The axiom that it is easier to spend than to earn is realized when a person does not have enough money to get through the week or to pay the basic bills. However, the reduced purchasing power of money can be attributed to the constant inflation fluctuations and rising standards of living. Most people find the need to seek quick remedies for a financial crisis through using the payday advances. These are short-term loans used to cover unplanned events and emergencies. Just like all loans, the payday paychecks are paid back with an interest rate that is set at the initial stage of application. This interest rate that is imposed on these advances is usually higher than the customary loans because the lender is exposed to greater credit risk. When the borrower’s payday advance application has been granted, the lender will require a post-dated check written by the borrower. The lender will then use this check on the maturity day to debit the money that is to be repaid on the preset day. It is very important that the borrower have sufficient credit on the date of maturity to avoid loss of credibility and further charges from both the bank and lending company. For a company to approve a paycheck advance request, the borrower’s bank account should reflect the inability to meet the immediate financial needs of the borrower.

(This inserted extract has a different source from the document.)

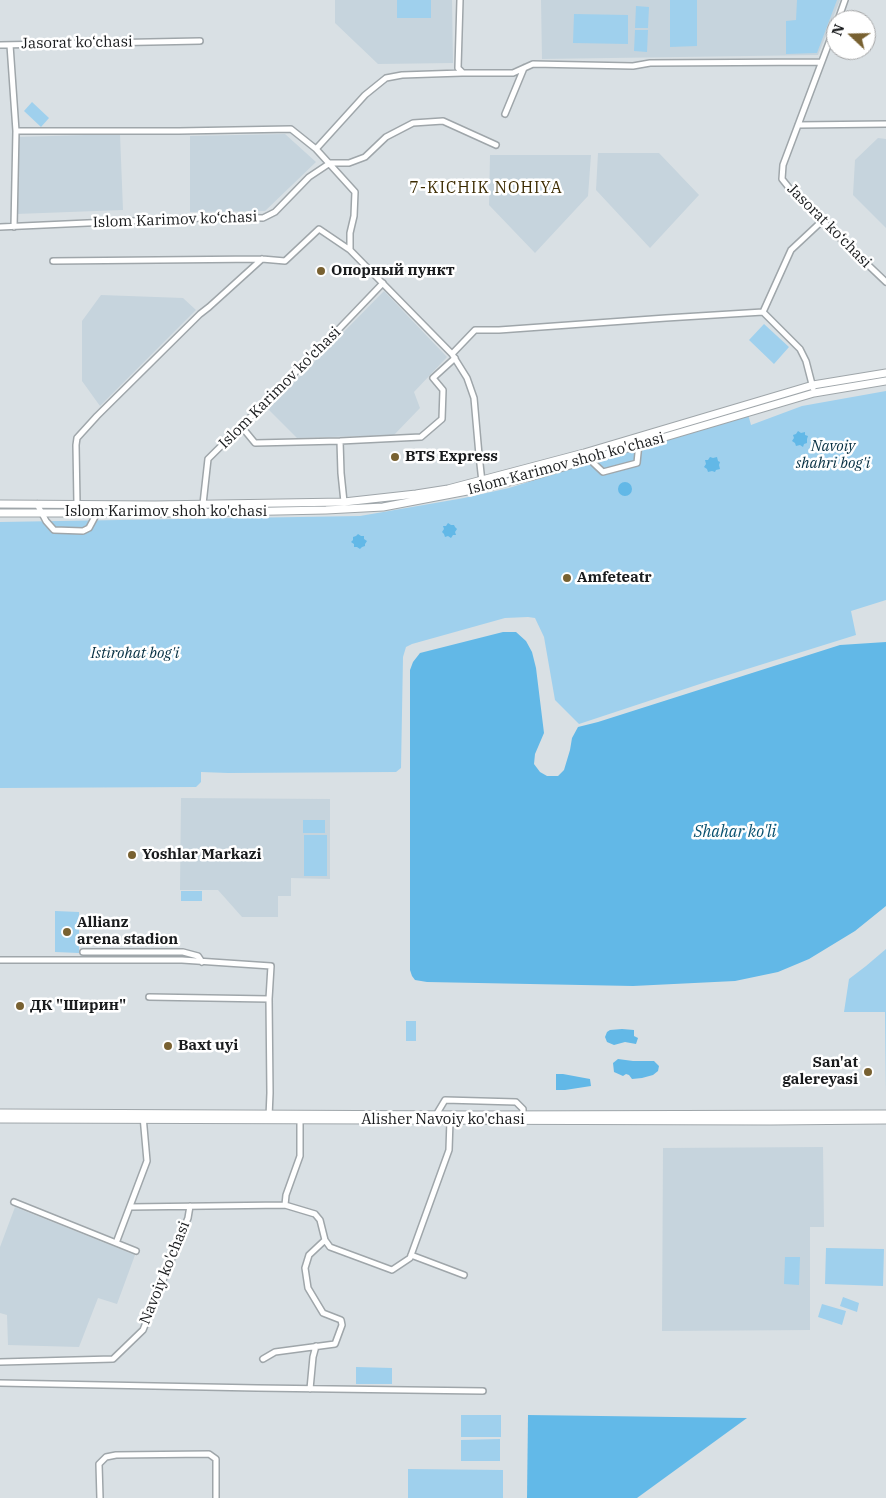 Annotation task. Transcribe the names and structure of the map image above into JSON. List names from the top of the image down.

These advances are frequently associated with bounced checks which only lead to penalties from the bank against the borrower. The penalties will be reflected in the borrower’s credit rating, which will only ruin eligibility for future loan applications by the borrower. Also known as cash advances, the payday advance provides a convenient way to get money; however, this addictive financial instrument has caused people to take out advanced loans when not necessary. Furthermore, there is lack of a control system to put guidelines and checks in this financial sector, which has resulted in people borrowing from numerous lending companies.

The high debt that these borrowers are in later usually ends up in bankruptcy. This is a consequence of human weakness and therefore the blame cannot be purely placed on the lending companies. It is advisable to factor payday advances into one’s budget to insure that one gets out of a financial mess. Having this in mind, there are fundamental elements of payday advances that a borrower should be aware of to make a financially-rational assessment. First, the amounts that can be borrowed from these institutions are within a certain range, thus if the borrower is need of a large amount, other lending institutions should be considered.

Approval for these advances is speedy and the money is usually transferred to the borrower’s checking account on the following working day. Your personal bank information is required to facilitate this; therefore, if you are using online mode, the lending company should use secure server software to protect your information. For those who are looking for a quick way out of a financial mess, the payday advance is a good option especially for those who do not have good credit history. This option however, should complement a budget and not replace one as it is only a temporary way to alleviate a bad financial situation.